• _WHAT THE TASK REQUIRES_:
Please go through the records below and return every line holding the word "stream".

### SUPPLIED DATA ###

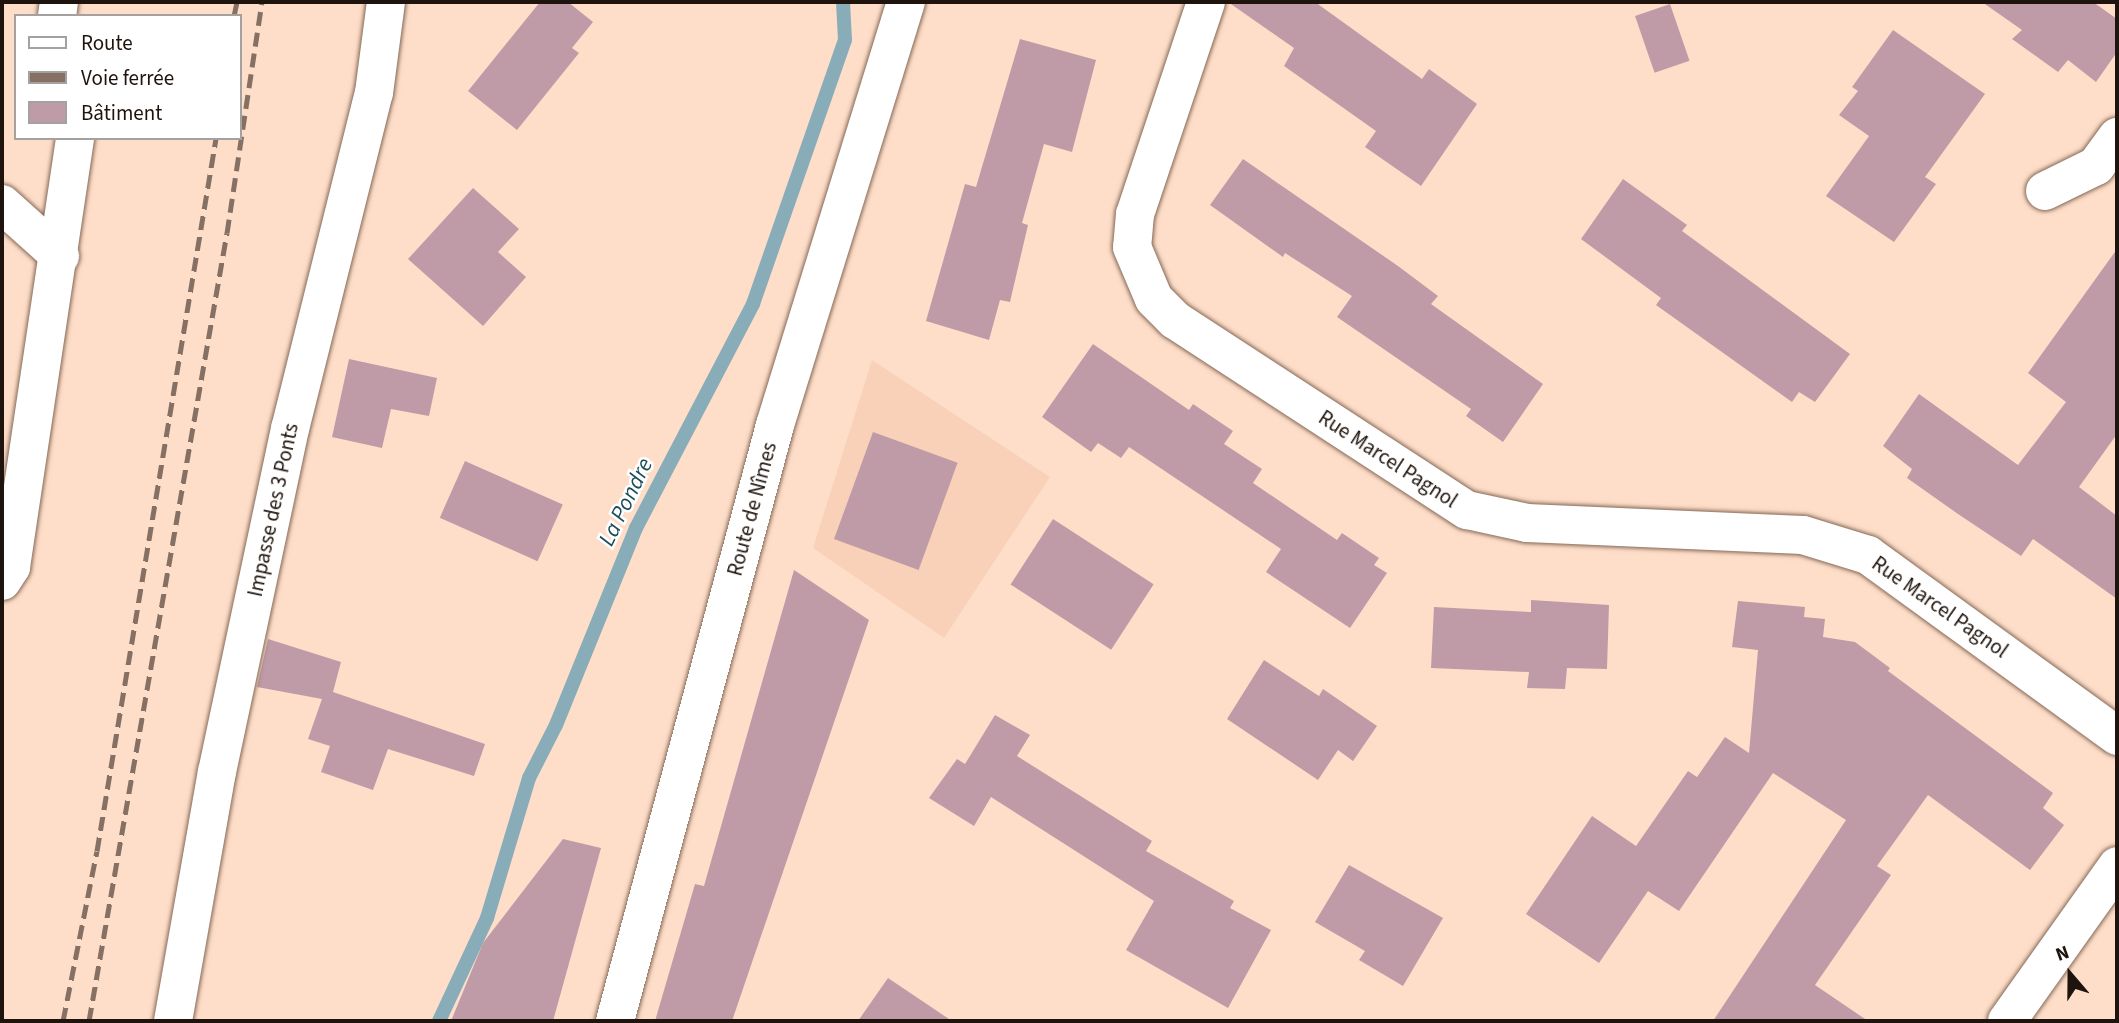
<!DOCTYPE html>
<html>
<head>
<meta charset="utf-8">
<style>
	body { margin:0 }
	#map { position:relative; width:2119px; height:1023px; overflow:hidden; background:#fedec9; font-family:"Source Sans 3",sans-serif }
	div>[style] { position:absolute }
	.built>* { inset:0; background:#f8d1b8 }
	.stream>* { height:14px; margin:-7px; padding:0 7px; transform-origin:7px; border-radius:7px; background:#89adb8 }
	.building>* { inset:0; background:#bf9ba8; transform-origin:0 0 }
	.roads { filter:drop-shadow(0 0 2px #846856) drop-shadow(0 0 2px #846856) }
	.street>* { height:38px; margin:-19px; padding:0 19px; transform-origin:19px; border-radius:19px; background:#fff }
	.secondary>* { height:38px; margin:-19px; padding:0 19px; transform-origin:19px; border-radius:19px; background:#fff }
	.rail>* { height:5px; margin-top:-2.5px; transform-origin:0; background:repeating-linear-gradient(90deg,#857063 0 14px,transparent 0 21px) }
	span { translate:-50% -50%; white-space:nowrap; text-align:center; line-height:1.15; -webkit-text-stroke:5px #fff; paint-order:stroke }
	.street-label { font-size:21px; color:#1f140d }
	.water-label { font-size:23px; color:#1a4d5b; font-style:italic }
	.frame { position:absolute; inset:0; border:4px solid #1f140d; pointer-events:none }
	.legend { position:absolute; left:14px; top:14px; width:228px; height:126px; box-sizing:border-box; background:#fff; border:2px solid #a5a19e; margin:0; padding:9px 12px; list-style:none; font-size:21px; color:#1f140d }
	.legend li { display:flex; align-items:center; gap:14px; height:35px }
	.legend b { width:35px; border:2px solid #a5a19e }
	.north { position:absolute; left:2035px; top:939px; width:70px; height:70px; -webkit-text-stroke:5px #fff; paint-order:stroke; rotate:340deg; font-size:19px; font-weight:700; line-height:28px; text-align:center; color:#1f140d }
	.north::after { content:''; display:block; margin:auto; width:24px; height:32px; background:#1f140d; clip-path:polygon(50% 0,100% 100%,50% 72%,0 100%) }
</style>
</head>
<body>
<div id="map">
	<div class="built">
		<i style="clip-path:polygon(872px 360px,1050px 477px,944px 638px,813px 548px)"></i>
	</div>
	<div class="stream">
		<i style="left:439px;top:1021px;width:114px;rotate:-65deg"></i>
		<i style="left:487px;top:918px;width:146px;rotate:-73.3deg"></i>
		<i style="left:529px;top:778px;width:59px;rotate:-63deg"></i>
		<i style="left:556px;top:725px;width:213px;rotate:-67.9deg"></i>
		<i style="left:636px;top:528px;width:253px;rotate:-62.4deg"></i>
		<i style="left:753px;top:304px;width:280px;rotate:-70.8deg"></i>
		<i style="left:845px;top:40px;width:38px;rotate:-93deg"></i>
	</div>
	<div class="building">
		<i style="clip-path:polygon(540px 2px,568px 2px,593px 22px,572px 48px,579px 53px,517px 130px,468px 91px)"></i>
		<i style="clip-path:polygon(1228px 2px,1315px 2px,1422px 79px,1429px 69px,1477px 104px,1421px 186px,1365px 147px,1376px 131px,1284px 66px,1294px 48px)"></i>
		<i style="clip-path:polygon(1982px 2px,2093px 2px,2117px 19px,2117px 52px,2096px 82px,2068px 60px,2058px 72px,2012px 39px,2022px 30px)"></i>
		<i style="left:1670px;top:4px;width:60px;height:37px;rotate:71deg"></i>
		<i style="clip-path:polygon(1893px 30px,1985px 94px,1925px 177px,1936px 184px,1894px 242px,1826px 196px,1869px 136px,1839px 115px,1858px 91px,1852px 87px)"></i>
		<i style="clip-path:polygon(1020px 39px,1096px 60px,1072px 152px,1044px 144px,1022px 223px,1028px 225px,1010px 302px,1000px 300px,989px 340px,926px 321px,965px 184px,976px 187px)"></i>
		<i style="clip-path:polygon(1243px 159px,1398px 266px,1438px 296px,1431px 304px,1543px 384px,1503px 442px,1466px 416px,1471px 409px,1337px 317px,1352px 296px,1285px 253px,1283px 257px,1210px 205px)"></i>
		<i style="clip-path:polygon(1623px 179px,1687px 225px,1682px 231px,1850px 354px,1815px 402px,1799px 392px,1792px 402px,1656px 305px,1661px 298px,1581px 239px)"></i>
		<i style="clip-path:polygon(473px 188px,519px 229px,498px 252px,526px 277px,483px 326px,408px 259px)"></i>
		<i style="clip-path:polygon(2117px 249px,2117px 434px,2079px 487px,2117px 516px,2117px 599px,2033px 539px,2021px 556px,1958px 514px,1907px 478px,1912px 469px,1883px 446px,1919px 394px,2018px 465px,2066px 402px,2028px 373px)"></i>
		<i style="clip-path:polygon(1093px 344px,1189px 410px,1193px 404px,1233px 431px,1224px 444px,1262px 469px,1253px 483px,1337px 540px,1342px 533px,1379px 558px,1374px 565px,1387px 573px,1350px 628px,1266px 572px,1281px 549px,1129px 447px,1121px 458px,1098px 443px,1091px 452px,1042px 417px)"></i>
		<i style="clip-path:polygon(349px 359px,437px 378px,429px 416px,391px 409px,382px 448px,332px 437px)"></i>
		<i style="left:873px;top:432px;width:90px;height:114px;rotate:20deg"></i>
		<i style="left:465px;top:461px;width:107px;height:62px;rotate:24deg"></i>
		<i style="left:1053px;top:519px;width:120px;height:78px;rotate:33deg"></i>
		<i style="clip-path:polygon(794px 570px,869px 620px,732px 1021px,655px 1021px,695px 884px,704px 886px)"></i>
		<i style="clip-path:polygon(1531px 600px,1609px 605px,1607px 669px,1567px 668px,1565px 689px,1527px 688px,1529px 672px,1431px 668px,1434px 607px,1531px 612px)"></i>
		<i style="clip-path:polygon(1738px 601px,1805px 607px,1804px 617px,1825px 619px,1823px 637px,1855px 642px,1890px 668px,1888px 671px,2053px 793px,2043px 808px,2064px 825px,2030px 870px,1928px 795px,1877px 866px,1891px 875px,1815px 985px,1868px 1021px,1713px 1021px,1846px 820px,1773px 773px,1679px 911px,1648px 891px,1599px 963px,1526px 914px,1592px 816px,1636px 846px,1688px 771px,1697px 777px,1725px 737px,1749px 753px,1758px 650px,1732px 647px)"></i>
		<i style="clip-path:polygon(268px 639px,341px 662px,333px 692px,485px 744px,474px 776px,388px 749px,373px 790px,321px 772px,330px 746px,308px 739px,322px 699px,257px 687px)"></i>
		<i style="clip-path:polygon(1264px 660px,1319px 696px,1323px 689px,1377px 726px,1353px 761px,1338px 750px,1318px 780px,1227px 719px)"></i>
		<i style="clip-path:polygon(995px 715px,1030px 735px,1017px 756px,1152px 841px,1146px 851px,1234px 901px,1230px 908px,1271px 930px,1228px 1008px,1126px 950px,1154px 901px,991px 797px,974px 826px,929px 798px,957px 759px,965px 764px)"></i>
		<i style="clip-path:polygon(563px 839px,601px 848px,553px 1021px,451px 1021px,483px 943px)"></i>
		<i style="clip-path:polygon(1349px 865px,1443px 918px,1403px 986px,1359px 960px,1365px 951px,1315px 922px)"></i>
		<i style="clip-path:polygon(888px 978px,952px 1021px,858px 1021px)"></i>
	</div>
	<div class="roads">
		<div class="street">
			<i style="left:1206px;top:2px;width:224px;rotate:108.5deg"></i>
			<i style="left:1135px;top:214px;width:33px;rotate:95deg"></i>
			<i style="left:1132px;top:247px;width:56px;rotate:67.1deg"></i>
			<i style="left:1154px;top:299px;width:30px;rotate:45deg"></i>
			<i style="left:1175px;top:320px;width:348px;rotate:33.1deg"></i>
			<i style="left:1467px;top:510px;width:61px;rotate:12.2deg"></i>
			<i style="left:1527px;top:523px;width:276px;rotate:2.5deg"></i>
			<i style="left:1803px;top:535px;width:68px;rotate:17.1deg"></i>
			<i style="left:1868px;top:555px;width:308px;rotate:36deg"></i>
			<i style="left:57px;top:16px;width:14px;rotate:-82deg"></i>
			<i style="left:2045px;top:191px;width:57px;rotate:-26.1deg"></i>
			<i style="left:2096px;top:166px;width:36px;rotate:-54deg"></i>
			<i style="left:2px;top:204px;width:78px;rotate:41.9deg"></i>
			<i style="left:2px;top:581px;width:17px;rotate:-57deg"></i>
			<i style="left:11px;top:567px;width:434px;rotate:-81.5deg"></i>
			<i style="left:173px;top:1021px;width:253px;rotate:-80deg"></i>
			<i style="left:217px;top:772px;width:351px;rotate:-78deg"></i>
			<i style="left:290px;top:429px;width:346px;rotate:-76deg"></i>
			<i style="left:374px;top:93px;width:92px;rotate:-82.5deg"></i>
			<i style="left:2007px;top:1021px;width:190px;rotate:-54.6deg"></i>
		</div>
		<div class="secondary">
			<i style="left:615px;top:1021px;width:617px;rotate:-74.97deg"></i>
			<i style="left:775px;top:425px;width:443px;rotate:-72.8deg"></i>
		</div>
	</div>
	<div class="rail">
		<i style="left:234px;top:16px;width:14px;rotate:-78deg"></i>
		<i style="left:63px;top:1021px;width:173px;rotate:-78.7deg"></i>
		<i style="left:97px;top:851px;width:723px;rotate:-80.52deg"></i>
		<i style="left:89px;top:1021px;width:800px;rotate:-80.07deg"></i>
		<i style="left:227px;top:233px;width:234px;rotate:-81.4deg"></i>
	</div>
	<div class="street-label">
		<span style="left:1388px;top:459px;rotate:33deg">Rue Marcel Pagnol</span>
		<span style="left:752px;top:509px;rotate:-75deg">Route de Nîmes</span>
		<span style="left:273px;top:510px;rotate:-78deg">Impasse des 3 Ponts</span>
		<span style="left:1940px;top:607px;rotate:35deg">Rue Marcel Pagnol</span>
	</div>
	<div class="water-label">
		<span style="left:626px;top:502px;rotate:-64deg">La Pondre</span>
	</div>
	<div class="frame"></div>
	<ul class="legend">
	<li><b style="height:9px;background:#fff"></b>Route</li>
	<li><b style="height:9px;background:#857063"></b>Voie ferrée</li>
	<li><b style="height:19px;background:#bf9ba8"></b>Bâtiment</li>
	</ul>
	<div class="north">N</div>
</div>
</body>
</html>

###

• _COMPLETED TASK_:
	.stream>* { height:14px; margin:-7px; padding:0 7px; transform-origin:7px; border-radius:7px; background:#89adb8 }
	<div class="stream">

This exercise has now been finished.